-------- RECORDS PROVIDED --------

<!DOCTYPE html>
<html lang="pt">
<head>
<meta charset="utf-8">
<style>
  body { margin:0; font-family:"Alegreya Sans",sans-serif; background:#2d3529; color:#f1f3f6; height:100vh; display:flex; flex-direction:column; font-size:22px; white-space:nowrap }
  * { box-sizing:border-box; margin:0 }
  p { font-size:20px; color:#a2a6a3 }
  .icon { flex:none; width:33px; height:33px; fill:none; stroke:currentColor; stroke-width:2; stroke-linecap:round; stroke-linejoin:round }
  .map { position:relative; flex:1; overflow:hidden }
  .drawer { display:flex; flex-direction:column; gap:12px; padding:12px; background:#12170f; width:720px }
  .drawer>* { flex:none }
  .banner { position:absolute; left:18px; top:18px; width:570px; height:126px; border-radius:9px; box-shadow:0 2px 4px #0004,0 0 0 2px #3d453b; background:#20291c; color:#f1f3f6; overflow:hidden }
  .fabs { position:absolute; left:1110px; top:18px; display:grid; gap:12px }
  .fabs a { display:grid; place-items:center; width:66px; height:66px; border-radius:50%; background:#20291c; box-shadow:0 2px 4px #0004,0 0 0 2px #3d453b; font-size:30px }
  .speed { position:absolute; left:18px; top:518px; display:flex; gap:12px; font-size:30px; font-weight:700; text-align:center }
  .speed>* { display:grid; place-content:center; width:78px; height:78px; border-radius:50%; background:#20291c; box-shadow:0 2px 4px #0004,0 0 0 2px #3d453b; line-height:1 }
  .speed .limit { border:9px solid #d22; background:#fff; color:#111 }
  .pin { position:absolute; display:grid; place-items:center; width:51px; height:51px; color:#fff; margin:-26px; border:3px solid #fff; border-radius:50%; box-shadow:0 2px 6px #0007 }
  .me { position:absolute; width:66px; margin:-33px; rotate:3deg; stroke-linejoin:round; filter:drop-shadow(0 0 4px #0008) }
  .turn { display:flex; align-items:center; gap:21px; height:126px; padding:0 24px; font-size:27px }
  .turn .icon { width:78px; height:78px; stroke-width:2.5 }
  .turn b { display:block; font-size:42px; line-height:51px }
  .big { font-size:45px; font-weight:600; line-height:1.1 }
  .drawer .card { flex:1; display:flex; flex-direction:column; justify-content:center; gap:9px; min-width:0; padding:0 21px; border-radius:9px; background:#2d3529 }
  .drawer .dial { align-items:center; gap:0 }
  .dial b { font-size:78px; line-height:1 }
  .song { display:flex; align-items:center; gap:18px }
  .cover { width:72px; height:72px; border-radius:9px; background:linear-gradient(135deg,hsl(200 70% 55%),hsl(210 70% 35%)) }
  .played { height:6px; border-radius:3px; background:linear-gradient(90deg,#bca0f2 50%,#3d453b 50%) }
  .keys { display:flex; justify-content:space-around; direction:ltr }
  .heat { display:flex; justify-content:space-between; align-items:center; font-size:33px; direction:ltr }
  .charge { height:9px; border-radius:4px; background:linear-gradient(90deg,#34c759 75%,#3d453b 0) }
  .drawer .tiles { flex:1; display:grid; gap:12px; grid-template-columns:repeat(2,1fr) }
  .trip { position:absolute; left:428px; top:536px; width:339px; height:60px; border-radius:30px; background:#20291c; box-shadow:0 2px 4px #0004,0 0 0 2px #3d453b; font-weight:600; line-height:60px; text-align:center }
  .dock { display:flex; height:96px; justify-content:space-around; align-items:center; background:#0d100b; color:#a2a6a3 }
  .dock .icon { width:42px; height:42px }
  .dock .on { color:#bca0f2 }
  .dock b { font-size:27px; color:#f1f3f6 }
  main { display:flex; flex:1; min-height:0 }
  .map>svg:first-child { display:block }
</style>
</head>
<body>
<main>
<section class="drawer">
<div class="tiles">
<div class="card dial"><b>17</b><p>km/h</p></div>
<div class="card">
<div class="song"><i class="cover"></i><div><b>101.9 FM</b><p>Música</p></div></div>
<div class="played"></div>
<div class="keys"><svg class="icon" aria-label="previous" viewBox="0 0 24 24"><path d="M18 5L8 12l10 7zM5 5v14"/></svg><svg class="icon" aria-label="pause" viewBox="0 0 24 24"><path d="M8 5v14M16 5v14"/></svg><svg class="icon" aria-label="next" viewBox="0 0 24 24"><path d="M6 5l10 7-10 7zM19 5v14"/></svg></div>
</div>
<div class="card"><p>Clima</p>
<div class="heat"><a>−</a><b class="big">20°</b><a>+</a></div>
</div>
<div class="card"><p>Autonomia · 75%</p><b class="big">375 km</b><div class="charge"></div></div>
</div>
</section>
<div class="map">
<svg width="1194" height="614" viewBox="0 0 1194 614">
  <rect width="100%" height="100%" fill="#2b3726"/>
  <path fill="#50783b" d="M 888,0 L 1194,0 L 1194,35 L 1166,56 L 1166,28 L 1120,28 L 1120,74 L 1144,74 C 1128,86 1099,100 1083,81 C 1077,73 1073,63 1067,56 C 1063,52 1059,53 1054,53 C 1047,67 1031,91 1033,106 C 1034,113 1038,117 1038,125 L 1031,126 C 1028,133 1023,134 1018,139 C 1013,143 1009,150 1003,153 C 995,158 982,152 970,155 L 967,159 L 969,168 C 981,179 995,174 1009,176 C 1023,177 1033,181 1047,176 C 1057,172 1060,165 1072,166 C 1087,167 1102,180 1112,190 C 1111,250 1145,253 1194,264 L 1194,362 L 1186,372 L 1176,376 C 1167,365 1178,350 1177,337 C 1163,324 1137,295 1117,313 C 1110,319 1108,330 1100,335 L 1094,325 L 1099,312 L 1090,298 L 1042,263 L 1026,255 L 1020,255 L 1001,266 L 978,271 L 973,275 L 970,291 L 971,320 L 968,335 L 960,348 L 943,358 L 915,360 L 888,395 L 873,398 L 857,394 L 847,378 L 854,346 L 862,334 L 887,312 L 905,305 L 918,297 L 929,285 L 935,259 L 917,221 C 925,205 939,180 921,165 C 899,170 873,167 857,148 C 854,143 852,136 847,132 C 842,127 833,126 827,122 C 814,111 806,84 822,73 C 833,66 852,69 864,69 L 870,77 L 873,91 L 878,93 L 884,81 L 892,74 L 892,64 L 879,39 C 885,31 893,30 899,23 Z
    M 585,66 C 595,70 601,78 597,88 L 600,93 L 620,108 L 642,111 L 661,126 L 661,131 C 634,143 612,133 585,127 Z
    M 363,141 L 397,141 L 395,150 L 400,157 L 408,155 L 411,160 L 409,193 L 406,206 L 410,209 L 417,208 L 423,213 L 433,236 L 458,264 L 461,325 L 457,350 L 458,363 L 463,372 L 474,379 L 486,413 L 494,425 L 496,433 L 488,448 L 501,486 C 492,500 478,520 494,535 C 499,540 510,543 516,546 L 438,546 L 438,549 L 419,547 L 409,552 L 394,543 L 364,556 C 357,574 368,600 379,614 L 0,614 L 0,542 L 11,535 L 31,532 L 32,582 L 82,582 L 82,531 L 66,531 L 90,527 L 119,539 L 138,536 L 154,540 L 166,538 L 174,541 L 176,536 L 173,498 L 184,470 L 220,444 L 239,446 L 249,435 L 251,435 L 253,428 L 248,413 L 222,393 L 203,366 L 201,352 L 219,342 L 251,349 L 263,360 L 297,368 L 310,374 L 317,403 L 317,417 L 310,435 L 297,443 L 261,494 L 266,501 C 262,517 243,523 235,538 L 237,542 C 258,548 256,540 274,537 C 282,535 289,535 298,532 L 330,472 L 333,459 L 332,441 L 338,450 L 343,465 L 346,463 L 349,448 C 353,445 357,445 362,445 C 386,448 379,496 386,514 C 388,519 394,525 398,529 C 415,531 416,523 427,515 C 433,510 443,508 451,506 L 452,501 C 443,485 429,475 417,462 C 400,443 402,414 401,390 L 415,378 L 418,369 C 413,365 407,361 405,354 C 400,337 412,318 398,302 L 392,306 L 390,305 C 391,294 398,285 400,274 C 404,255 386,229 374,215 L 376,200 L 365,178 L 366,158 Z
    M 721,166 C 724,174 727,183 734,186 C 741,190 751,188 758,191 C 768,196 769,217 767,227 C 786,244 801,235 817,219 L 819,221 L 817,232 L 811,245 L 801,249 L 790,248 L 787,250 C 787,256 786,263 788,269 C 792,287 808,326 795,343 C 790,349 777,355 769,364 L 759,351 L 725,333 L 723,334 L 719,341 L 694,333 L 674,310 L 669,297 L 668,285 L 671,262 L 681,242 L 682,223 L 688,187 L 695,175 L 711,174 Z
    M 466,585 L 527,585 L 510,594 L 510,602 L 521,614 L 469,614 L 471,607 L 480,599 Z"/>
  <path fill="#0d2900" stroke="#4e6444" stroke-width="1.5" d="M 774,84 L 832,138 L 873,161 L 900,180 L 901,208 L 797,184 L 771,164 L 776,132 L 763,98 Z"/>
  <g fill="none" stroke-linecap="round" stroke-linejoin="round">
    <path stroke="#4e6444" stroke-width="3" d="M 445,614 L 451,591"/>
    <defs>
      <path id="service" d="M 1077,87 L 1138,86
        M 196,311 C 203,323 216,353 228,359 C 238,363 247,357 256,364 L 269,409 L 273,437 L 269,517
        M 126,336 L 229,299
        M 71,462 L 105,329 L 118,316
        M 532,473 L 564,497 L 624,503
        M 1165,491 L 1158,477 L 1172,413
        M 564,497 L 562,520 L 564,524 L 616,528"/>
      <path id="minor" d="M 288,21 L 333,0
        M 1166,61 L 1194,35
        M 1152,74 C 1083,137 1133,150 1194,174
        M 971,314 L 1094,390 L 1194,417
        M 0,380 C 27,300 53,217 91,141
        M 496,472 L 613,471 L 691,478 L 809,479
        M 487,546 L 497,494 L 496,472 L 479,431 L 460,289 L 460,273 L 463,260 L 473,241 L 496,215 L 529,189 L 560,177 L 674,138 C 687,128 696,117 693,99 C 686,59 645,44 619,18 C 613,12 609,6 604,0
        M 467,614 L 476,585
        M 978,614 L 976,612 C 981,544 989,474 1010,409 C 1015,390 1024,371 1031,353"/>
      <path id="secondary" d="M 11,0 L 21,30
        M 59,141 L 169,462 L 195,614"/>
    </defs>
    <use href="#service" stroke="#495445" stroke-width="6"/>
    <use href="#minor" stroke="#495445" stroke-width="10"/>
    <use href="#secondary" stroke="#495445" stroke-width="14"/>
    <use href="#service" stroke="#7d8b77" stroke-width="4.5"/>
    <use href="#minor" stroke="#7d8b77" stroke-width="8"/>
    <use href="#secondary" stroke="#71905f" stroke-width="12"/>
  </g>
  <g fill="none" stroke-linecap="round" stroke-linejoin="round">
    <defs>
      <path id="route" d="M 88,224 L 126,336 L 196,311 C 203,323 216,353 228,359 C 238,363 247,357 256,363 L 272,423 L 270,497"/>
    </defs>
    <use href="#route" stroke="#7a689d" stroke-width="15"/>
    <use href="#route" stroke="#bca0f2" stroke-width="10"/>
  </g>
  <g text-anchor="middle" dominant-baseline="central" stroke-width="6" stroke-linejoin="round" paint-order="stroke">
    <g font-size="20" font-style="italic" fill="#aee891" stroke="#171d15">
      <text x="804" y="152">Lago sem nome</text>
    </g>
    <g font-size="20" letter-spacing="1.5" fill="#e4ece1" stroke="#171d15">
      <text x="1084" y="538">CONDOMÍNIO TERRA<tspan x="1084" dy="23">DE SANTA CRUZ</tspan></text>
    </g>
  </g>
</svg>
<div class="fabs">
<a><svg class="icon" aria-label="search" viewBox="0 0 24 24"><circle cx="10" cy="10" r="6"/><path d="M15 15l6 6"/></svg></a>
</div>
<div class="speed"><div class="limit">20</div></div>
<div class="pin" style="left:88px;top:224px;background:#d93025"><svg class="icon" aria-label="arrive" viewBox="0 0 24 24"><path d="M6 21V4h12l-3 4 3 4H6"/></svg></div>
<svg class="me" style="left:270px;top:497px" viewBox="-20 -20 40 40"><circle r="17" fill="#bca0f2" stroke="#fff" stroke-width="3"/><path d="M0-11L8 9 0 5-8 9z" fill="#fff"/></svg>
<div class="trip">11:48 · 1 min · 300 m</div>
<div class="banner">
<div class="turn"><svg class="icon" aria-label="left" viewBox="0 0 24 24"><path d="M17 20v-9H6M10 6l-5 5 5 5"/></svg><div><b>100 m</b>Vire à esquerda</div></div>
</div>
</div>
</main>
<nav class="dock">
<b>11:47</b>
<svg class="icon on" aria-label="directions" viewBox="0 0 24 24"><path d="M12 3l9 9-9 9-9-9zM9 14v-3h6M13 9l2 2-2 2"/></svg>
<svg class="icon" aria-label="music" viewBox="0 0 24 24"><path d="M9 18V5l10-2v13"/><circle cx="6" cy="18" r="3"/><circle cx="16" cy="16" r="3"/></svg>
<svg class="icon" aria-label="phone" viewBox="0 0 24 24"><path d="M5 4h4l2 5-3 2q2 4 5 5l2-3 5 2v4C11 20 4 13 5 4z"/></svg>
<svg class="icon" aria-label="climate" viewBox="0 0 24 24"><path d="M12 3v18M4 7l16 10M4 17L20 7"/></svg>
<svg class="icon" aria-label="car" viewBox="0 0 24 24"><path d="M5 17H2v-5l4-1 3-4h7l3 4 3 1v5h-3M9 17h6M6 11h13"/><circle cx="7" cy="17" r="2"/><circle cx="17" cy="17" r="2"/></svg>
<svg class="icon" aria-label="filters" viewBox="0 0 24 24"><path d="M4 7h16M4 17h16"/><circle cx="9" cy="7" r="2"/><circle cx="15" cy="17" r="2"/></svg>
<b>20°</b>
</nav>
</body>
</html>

--------

TASK PROMPT
An answer is complete only when it holds every line above containing the string "route".

RESPONSE TO THE EXERCISE
      <path id="route" d="M 88,224 L 126,336 L 196,311 C 203,323 216,353 228,359 C 238,363 247,357 256,363 L 272,423 L 270,497"/>
    <use href="#route" stroke="#7a689d" stroke-width="15"/>
    <use href="#route" stroke="#bca0f2" stroke-width="10"/>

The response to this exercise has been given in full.